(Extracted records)
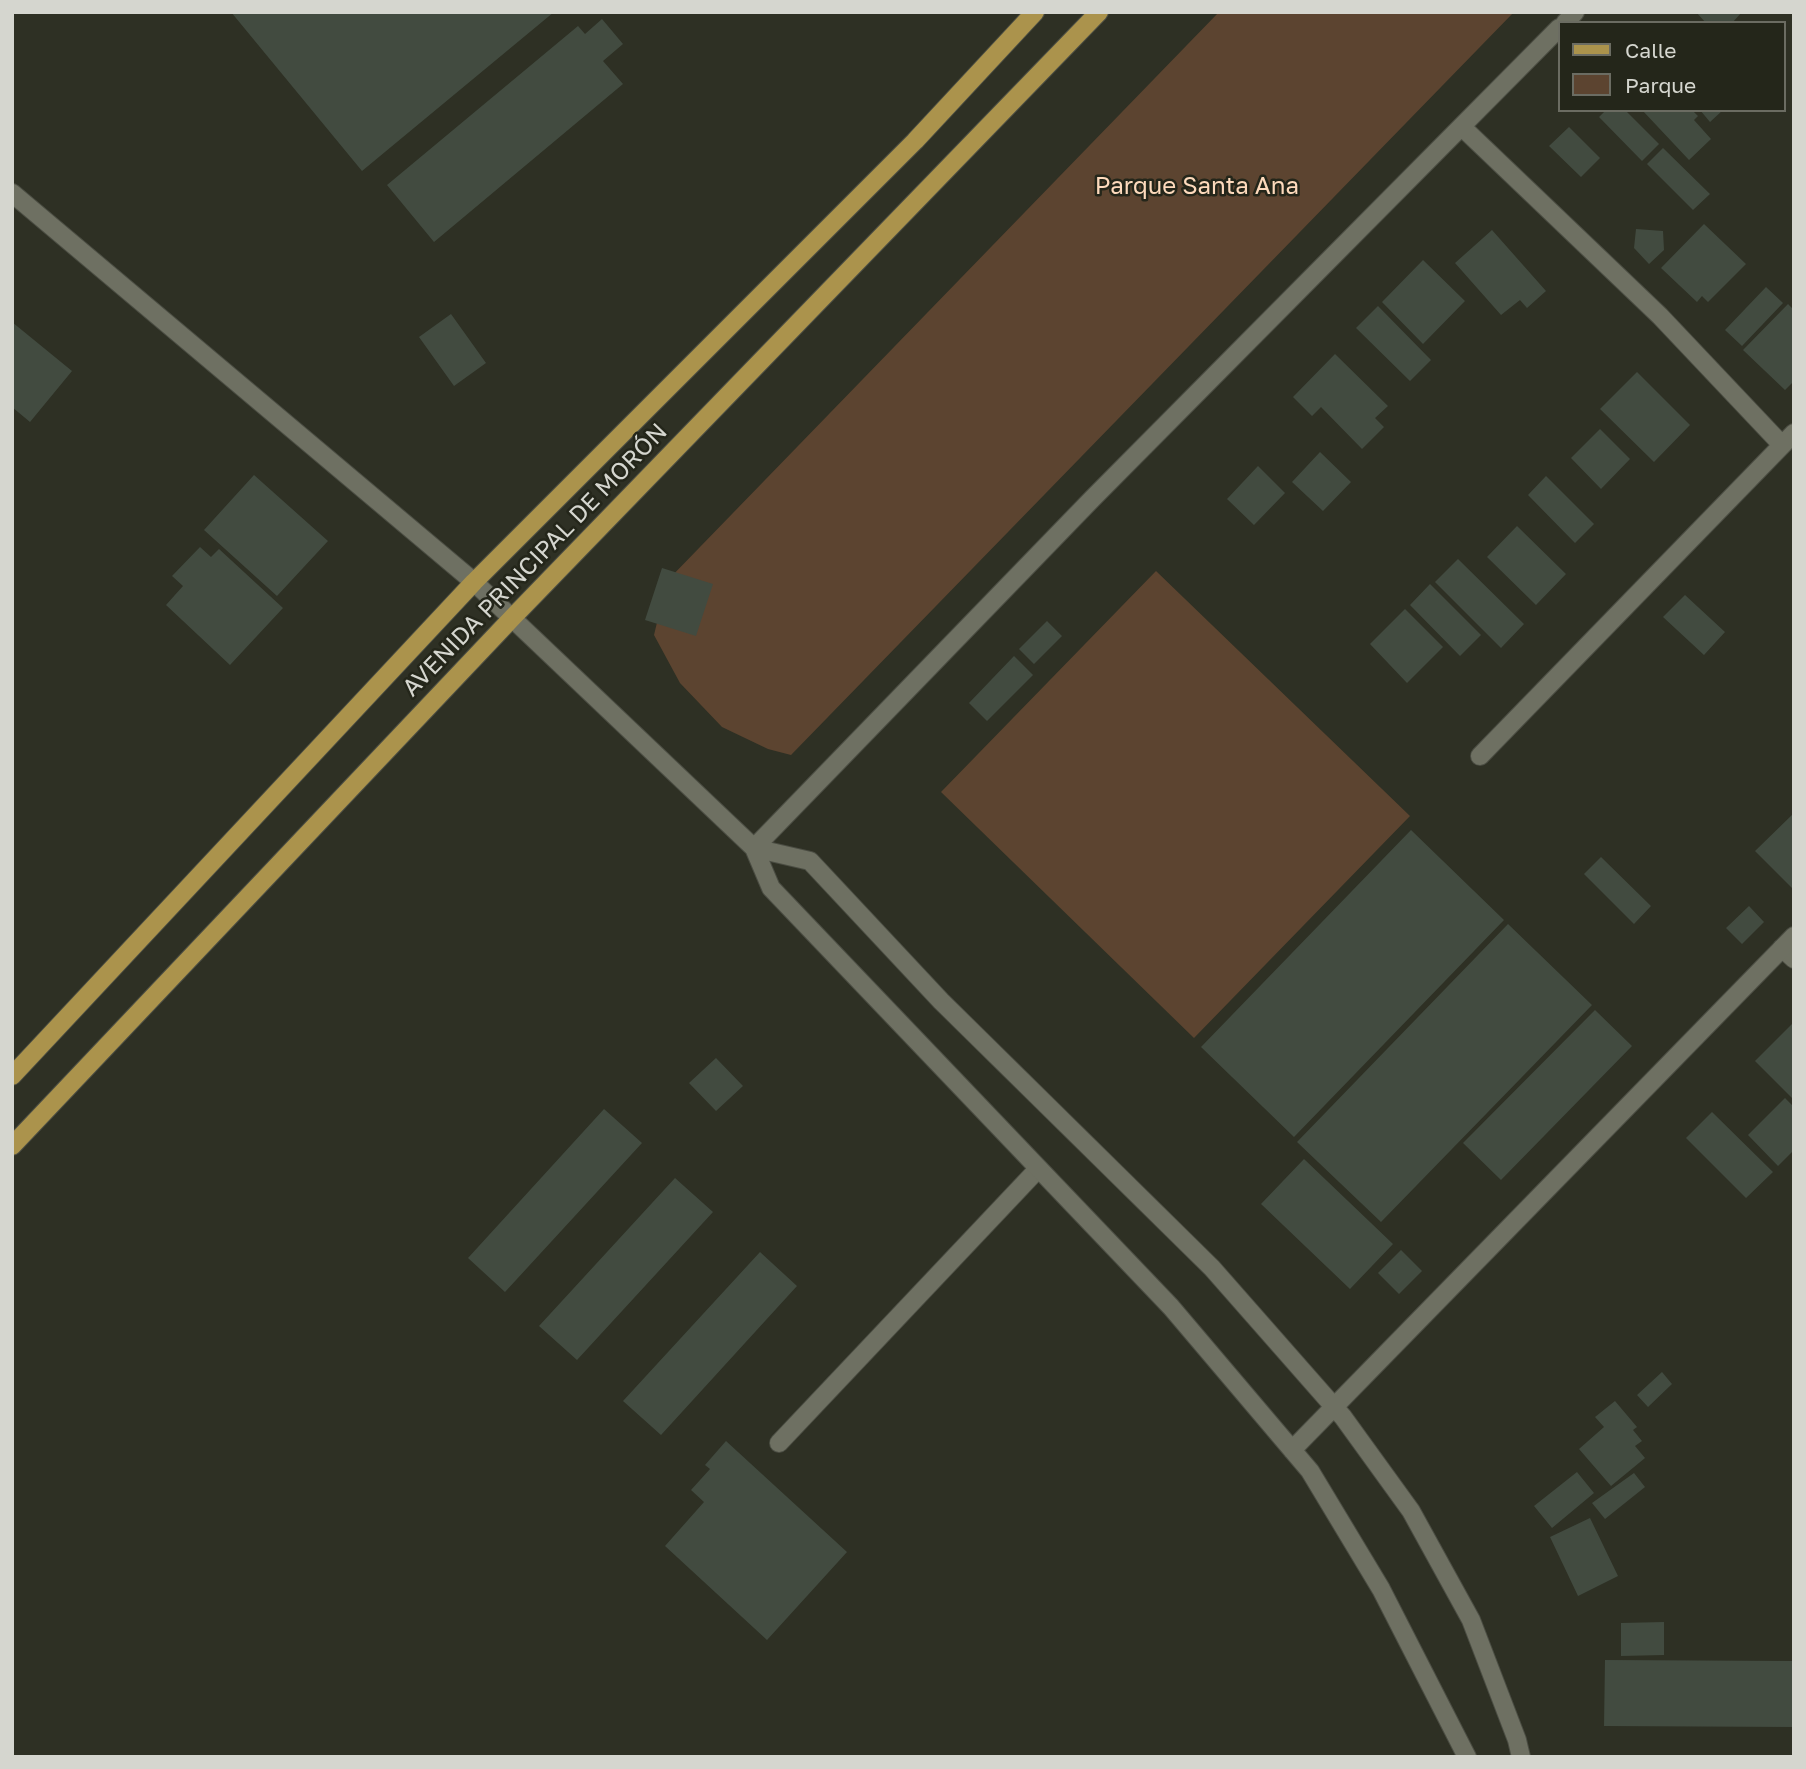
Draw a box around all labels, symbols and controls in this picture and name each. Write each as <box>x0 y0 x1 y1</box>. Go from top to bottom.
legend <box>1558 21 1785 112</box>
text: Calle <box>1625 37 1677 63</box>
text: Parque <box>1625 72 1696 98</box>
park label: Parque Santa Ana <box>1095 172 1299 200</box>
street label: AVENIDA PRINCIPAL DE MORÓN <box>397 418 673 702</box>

▶ **What is needed**
Word for word, repeat the lines of data above, omitting every picture.

▶ **Finished exercise**
Draw a box around all labels, symbols and controls in this picture and name each. Write each as <box>x0 y0 x1 y1</box>. Go from top to bottom.
legend <box>1558 21 1785 112</box>
text: Calle <box>1625 37 1677 63</box>
text: Parque <box>1625 72 1696 98</box>
park label: Parque Santa Ana <box>1095 172 1299 200</box>
street label: AVENIDA PRINCIPAL DE MORÓN <box>397 418 673 702</box>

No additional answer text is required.